The most natural question for anybody with cancer to ask is should they be taking aspirin.
"If you are a cancer patient, don't rush to your local pharmacy to buy aspirin just yet, but actively consider participation in ongoing or upcoming trials of aspirin," says Prof Mangesh Thorat, a surgeon and cancer researcher at Queen Mary University of London.
He says the study provided "the missing piece of the jigsaw puzzle" in understanding how aspirin works, but there were still questions to answer.
Aspirin can cause dangerous internal bleeding including strokes so the risks have to be balanced. It is also not clear whether the effect works for all cancer or just specific ones. And this is still animal research so while the scientists think this would apply in people that will still need to be confirmed.
Some patients - with Lynch syndrome, which increases the risk of cancers - are already recommended aspirin.

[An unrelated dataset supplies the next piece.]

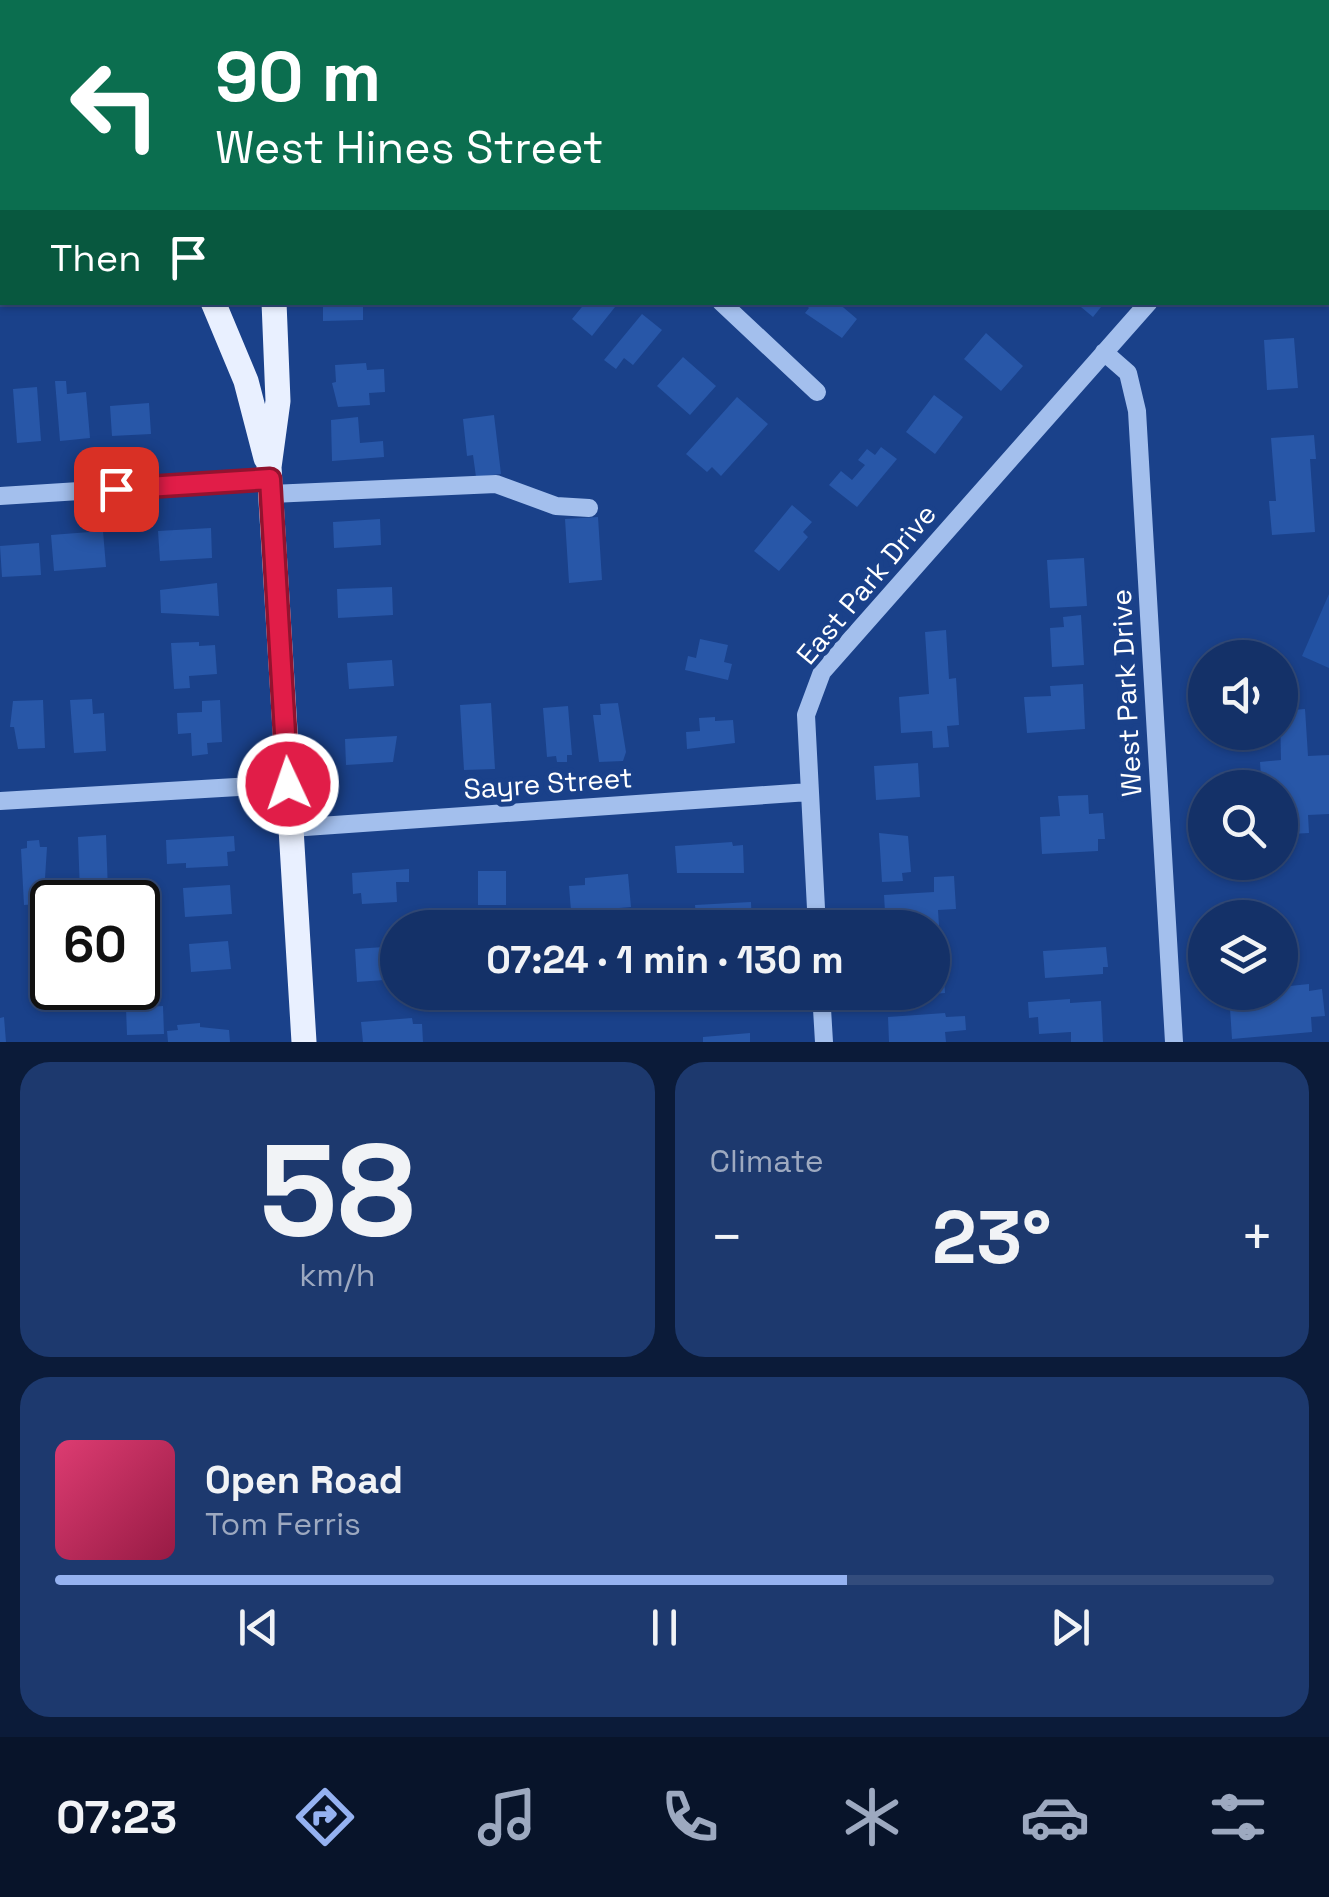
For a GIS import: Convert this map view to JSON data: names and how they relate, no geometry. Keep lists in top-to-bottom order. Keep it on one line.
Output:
{"streets":{"street":["East Park Drive","West Park Drive","Sayre Street"]},"crossings":[["East Park Drive","West Park Drive"],["East Park Drive","Sayre Street"]],"page":{"turn":["90 m","West Hines Street"],"then":"Then","limit":"60","trip":"07:24 · 1 min · 130 m","tile":[["58","km/h"],"Climate"],"heat":["−","23°","+"],"song":["Open Road","Tom Ferris"],"tabs":"07:23"}}
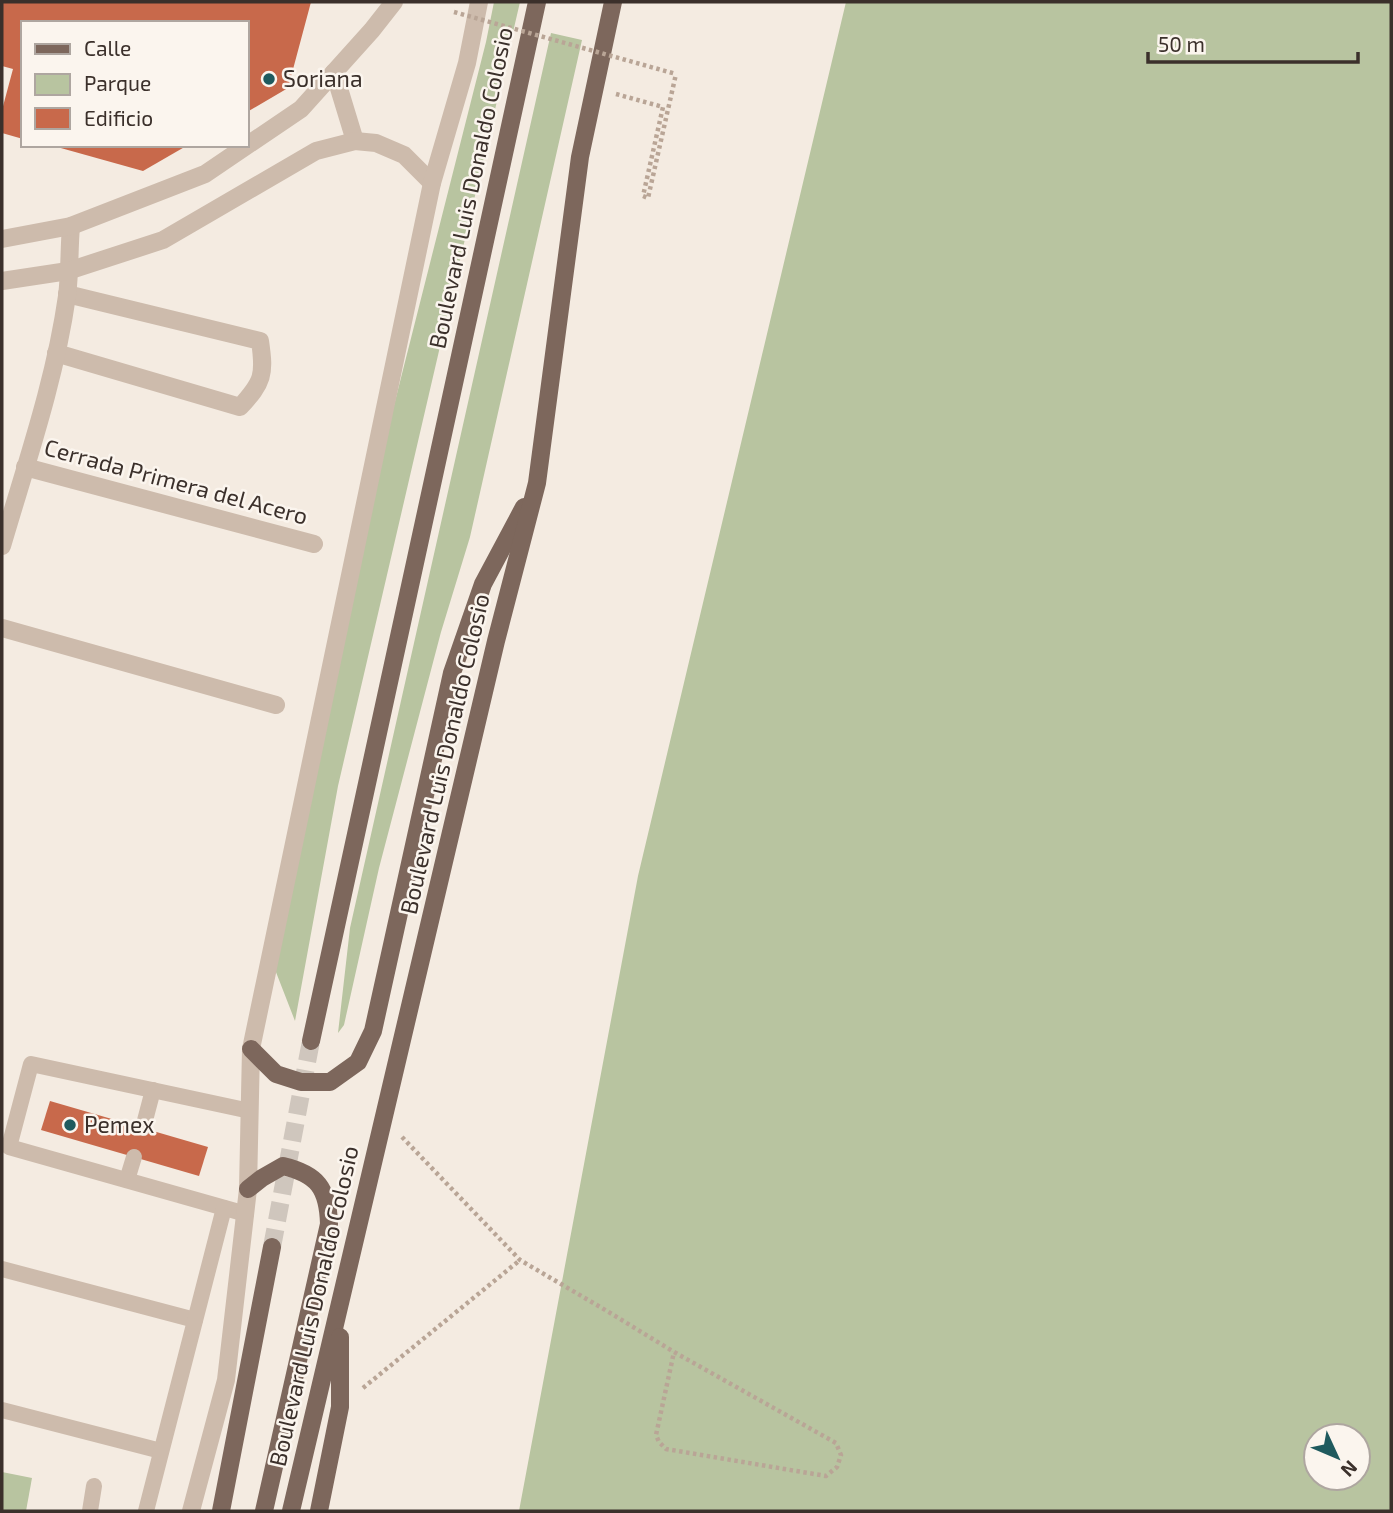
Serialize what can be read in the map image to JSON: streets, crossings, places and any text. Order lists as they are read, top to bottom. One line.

But it will still take proper clinical trials to understand whether more patients would benefit too.
These are already under way. Prof Ruth Langley, from the MRC Clinical Trials Unit at University College London, is leading the Add-Aspirin trial to see if aspirin can stop early stage cancers from coming back.
She said the study's results were "an important discovery" as they would help to work out "who is most likely to benefit from aspirin after a cancer diagnosis".
However, she again warned of the risks of taking aspirin and to "always talk to your doctor before starting".
In the long-run, Prof Roychoudhuri suspects new drugs would be developed that take the benefits of aspirin, but with fewer of the risky side-effects.